Quakers seem to like the concept and Richard’s Wabi Sabi World is a good source of Wabi poetry. Many Western artists, poets, gardeners, potters and other creatives have already been exposed to the Wabi Sabi aesthetic.

But the most common usage of the word “WABI SABI” on the internet right now is in regard to an Emergent Conference next month in Austin called “wabiSABI”.
The conference is organised by some twenty-somethings (2 girls and 1 guy) from the Emerging Church Network. They received a BIG TEXAN THUMBS UP from their sponsors, the Baptist General Convention of Texas and the 150 year old Austin First Baptist Church, who are intent on working together with avant-garde artists and young church planters to find a better way to create churches. And it looks like they are getting the even bigger Three-Thumbs-Up from God.
The Wabi Sabi leadership team are also creating the Texas Baptist’s first urban monastery and are finding new ways for pilgrim-missionaries to start businesses around the world. They expect to help 1000 tent making pilgrims to get overseas in the next 5 years.
The discussions and meetings at wabiSABI will take place in a revival tent, a church, and will include a Gospel Brunch in a downtown club. There will be a mix of older and wiser thinkers as well as young artists and new believers. DJ’s, VJ’s (video artists) and young artists from the worship art installation will join the theologians and futurists for a discussion of emerging forms of church. It may sound like a circus of paradoxes but the conference finds energy from diversity and juxtaposition.
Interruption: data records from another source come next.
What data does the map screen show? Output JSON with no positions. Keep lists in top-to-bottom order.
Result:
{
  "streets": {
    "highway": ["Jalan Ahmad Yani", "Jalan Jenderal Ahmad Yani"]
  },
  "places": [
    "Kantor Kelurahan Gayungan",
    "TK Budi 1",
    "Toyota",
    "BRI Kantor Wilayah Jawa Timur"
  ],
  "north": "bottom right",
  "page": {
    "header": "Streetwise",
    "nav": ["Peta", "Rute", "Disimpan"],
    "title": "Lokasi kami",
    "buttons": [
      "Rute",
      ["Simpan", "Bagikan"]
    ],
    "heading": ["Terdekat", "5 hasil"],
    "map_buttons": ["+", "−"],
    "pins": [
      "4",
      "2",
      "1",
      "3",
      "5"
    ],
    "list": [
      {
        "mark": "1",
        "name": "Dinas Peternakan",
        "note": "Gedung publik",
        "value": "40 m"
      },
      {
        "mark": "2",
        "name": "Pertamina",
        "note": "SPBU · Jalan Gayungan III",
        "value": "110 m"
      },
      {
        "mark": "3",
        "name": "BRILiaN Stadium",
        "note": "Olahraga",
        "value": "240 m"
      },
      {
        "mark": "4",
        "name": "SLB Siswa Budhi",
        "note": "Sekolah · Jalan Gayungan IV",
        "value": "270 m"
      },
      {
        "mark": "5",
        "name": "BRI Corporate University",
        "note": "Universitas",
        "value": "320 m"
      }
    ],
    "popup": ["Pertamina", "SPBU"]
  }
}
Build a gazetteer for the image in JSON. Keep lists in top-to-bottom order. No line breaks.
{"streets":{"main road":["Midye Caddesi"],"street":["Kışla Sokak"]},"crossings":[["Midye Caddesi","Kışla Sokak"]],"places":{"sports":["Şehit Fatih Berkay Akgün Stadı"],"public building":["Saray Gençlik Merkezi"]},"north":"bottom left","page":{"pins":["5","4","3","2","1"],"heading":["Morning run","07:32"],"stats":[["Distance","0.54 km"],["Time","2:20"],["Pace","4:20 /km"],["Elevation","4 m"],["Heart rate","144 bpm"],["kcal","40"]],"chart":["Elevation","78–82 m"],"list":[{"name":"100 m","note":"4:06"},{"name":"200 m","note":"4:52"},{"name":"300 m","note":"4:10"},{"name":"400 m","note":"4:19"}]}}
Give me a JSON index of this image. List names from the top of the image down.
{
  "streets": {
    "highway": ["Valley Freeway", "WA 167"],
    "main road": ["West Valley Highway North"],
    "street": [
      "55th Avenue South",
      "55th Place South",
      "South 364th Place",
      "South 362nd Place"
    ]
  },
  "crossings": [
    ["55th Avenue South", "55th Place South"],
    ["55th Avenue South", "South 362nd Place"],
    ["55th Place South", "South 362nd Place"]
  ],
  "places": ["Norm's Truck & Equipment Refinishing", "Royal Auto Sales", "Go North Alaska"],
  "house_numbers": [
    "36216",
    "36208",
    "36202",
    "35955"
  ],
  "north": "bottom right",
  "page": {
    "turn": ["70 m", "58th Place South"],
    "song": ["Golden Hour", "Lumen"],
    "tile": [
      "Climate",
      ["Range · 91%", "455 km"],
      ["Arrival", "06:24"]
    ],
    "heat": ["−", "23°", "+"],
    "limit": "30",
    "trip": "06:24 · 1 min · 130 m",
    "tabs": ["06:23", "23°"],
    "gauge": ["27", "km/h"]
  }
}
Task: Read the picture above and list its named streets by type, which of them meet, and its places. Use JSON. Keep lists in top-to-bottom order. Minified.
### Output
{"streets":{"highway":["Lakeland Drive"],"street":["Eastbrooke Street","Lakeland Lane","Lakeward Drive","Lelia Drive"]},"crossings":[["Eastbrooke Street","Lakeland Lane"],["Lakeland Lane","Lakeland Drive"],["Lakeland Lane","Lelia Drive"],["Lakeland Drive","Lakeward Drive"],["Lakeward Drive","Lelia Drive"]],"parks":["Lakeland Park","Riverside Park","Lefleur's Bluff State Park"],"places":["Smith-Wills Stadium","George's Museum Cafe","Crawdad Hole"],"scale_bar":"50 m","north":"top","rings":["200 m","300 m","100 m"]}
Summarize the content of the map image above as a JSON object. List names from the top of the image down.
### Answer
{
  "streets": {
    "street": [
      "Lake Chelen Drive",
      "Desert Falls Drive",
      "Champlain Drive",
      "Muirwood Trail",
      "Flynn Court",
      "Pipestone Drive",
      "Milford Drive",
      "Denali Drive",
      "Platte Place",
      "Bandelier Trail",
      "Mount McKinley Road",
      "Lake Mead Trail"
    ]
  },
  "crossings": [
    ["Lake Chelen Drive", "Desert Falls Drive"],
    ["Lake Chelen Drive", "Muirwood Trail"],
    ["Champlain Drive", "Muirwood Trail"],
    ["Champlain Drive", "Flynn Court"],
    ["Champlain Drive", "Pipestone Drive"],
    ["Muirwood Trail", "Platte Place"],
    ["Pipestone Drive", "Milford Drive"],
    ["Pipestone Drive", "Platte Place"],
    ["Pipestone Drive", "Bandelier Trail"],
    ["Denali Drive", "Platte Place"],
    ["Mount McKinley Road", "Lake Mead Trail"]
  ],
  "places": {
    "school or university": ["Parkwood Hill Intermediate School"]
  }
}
How does one describe this confusing mix of concepts and and people under one roof?
Wabi Sabi, of course! Kerry Sutton, one of the organizers, has given an excellent definition of the Wabi Sabi conference.
“ It [wabiSABI] has been called a rustic collaborative with the emphasis on constant movement that is ever changing . . . Both are imperfect, impermanent, and incomplete, yet are interdependent on one another for progression.”
The conversation about Wabi Sabi comes at a good time. There has been a lot of discussion this month regarding the word “post-modern” and its multitude of misconceptions by Christian authors and speakers. Kevin Miller, of Leadership Journal, recently published an article in which he suggested the word was overused and should be trashed. Emergent’s Chris Seay responded, agreeing that the word “pomo” should go, but the church still has to face the realities of a changed world. Now the search for alternatives has begun. Or perhaps it started a long time ago but now the church is beginning to notice young people on the cutting edge of culture who are not using the word ‘post-modern” to describe what they are doing.
Will Wabi Sabi be the ultimate replacement for ‘post-modern’? I sure hope not. The worldview and zeitgeist of today’s culture is far too complex to sum up with a single word, even a hot word. But if we have to choose an aesthetic that is non-western, responsive to modernity’s excesses, and is noticed by the media AFTER the church is already examining it, then Wabi Sabi may be a good place to start.
Andrew Jones blogs at Tall Skinny Kiwi.